Hi, was this issue ever resolved? I was having problems with my old motor in a Frigidaire dryer. The new one came in and I installed it. Now the new motor is making a rattling sound. I took the thing apart, and took drum out along with belt and all. I let the motoe run under no load, and sure enough, the damn noise began after about 20 minutes. I'm baffled. Could the new motor be bad too? 

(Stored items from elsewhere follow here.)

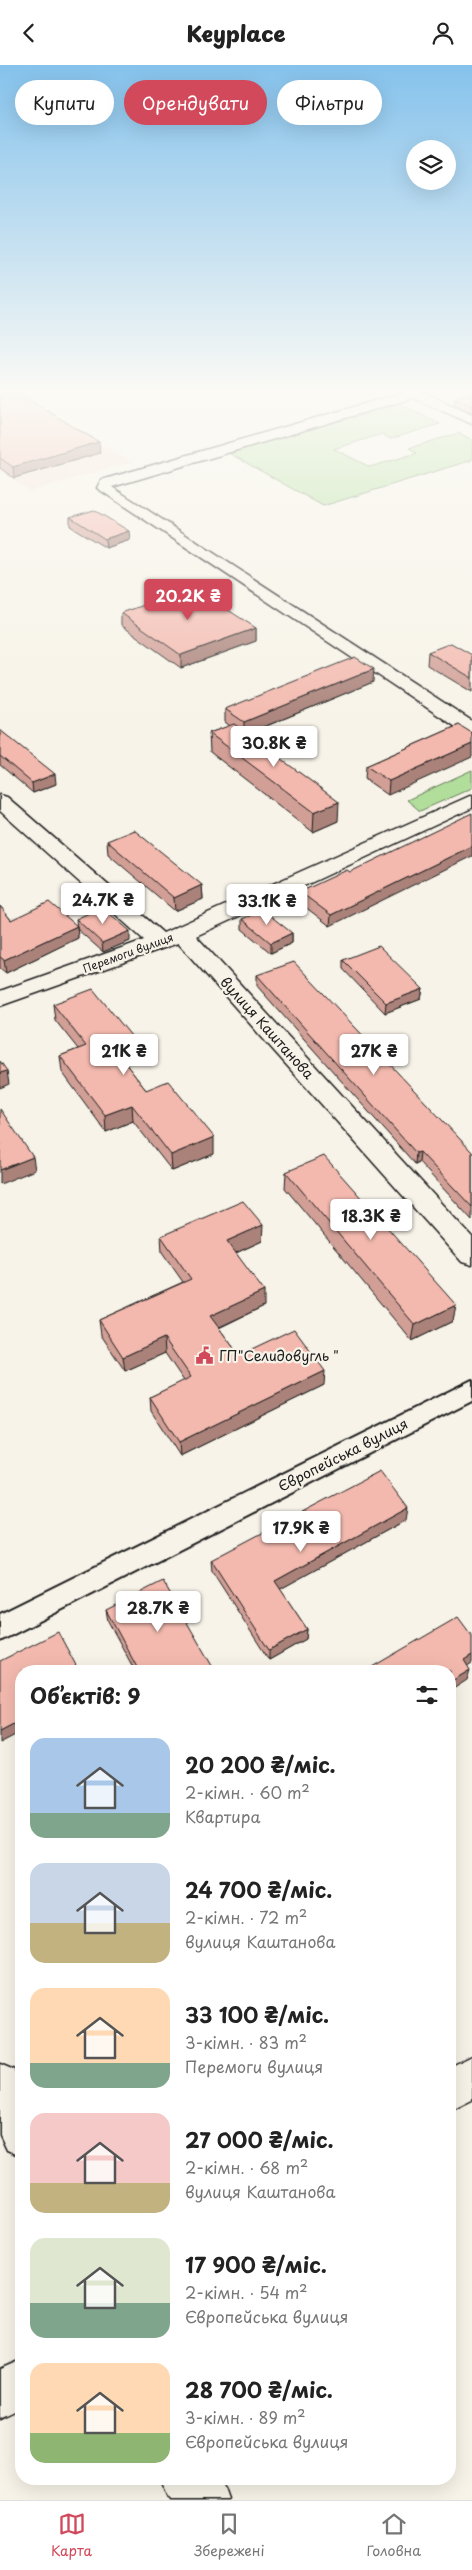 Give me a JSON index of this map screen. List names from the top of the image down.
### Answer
{
  "streets": {
    "street": ["Перемоги вулиця", "вулиця Каштанова", "Європейська вулиця"]
  },
  "crossings": [
    ["Перемоги вулиця", "вулиця Каштанова"]
  ],
  "places": {
    "public building": ["ГП\"Селидовугль \""]
  },
  "page": {
    "header": "Keyplace",
    "chip": ["Купити", "Орендувати", "Фільтри"],
    "price": [
      "20.2K ₴",
      "30.8K ₴",
      "24.7K ₴",
      "33.1K ₴",
      "21K ₴",
      "27K ₴",
      "18.3K ₴",
      "17.9K ₴",
      "28.7K ₴"
    ],
    "heading": "Об’єктів: 9",
    "list": [
      {
        "name": "20 200 ₴/міс.",
        "note": "2-кімн. · 60 m² · Квартира"
      },
      {
        "name": "24 700 ₴/міс.",
        "note": "2-кімн. · 72 m² · вулиця Каштанова"
      },
      {
        "name": "33 100 ₴/міс.",
        "note": "3-кімн. · 83 m² · Перемоги вулиця"
      },
      {
        "name": "27 000 ₴/міс.",
        "note": "2-кімн. · 68 m² · вулиця Каштанова"
      },
      {
        "name": "17 900 ₴/міс.",
        "note": "2-кімн. · 54 m² · Європейська вулиця"
      },
      {
        "name": "28 700 ₴/міс.",
        "note": "3-кімн. · 89 m² · Європейська вулиця"
      }
    ],
    "tabs": ["Карта", "Збережені", "Головна"]
  }
} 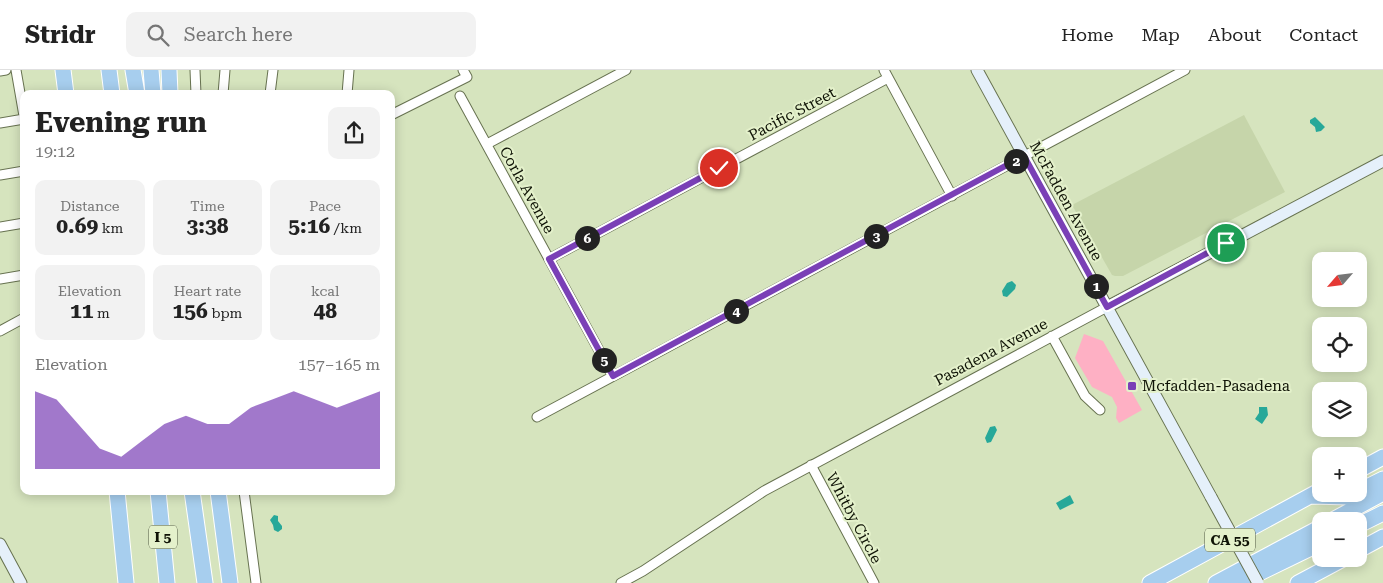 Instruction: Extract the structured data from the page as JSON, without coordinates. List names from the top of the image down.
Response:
{
  "streets": {
    "highway": ["I 5", "CA 55"],
    "main road": ["McFadden Avenue", "Pasadena Avenue"],
    "street": ["Pacific Street", "Corla Avenue", "Whitby Circle"]
  },
  "crossings": [
    ["Pacific Street", "Corla Avenue"],
    ["McFadden Avenue", "Pasadena Avenue"],
    ["Pasadena Avenue", "Whitby Circle"]
  ],
  "places": {
    "transit": ["Mcfadden-Pasadena"]
  },
  "north": "bottom left",
  "page": {
    "header": "Stridr",
    "search": "Search here",
    "nav": [
      "Home",
      "Map",
      "About",
      "Contact"
    ],
    "heading": ["Evening run", "19:12"],
    "pins": [
      "2",
      "3",
      "6",
      "1",
      "4",
      "5"
    ],
    "stats": [
      ["Distance", "0.69 km"],
      ["Time", "3:38"],
      ["Pace", "5:16 /km"],
      ["Elevation", "11 m"],
      ["Heart rate", "156 bpm"],
      ["kcal", "48"]
    ],
    "map_buttons": ["+", "−"],
    "chart": ["Elevation", "157–165 m"]
  }
}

And I have replaced almost everything on it. (Belt, felt strips, rear bearing kit) It's getting frustrating!

Thanks for any help!!!


----------



## woodcat

*Dryer vibration*

These dryers are built very simply. I read all the post and was afraid to even look into my vibration problem. It's not the idler pully or the motor bearings or the felt strips. If you have a phillips screwdriver and can methodically take a few screws out, you will be amazed at how simple the fix is. Take the top off, then pull the front panel off from the top only......no need to disconeect it from the bottom. After pulling the front panel out a bit, you will see the blower cage. I found the foam rubber seal around the cage front to be out of place. I also found a clump of lint the size of a grilled cheese sandwich in the blower cage. I removed the lint with one hand, no handyman degree required, and started the dryer. The vibration was totally, 100%, gone. I re-applied the foam rubber seal and put the phillips screws back where they came from. A little patience and a small amount of mechanical ability and common sense fixed the problem. This machine is very well built because the design is extremely simple. Simple is good. Rocket scientist are not needed to repair. If repair men were baffled, they were looking for repeat income. You could take the idler pulley out and run the belt around a stick. If the felt were actually bad, sparks would fly, the motor bearings are sealed and cannot be re-packed. This was one of the easiest, ever, honey-do repairs I have ever done in my 27 years of marriage. Put down your game boy and get off the blogs. Has common mechanical sense become a thing of the past? Sorry.....rant over. Get out your screwdrivers America and DIY. It's all easier than you think.:wink:


----------



## stinems42

Just want to give a +1 to Woodcat's remedy (not so much his rant). I had initially wondered if it was a problem on the fan side after lint trap because the drive belt and idler/tensioner mechanism looked OK, and then I read Woodcat's post. 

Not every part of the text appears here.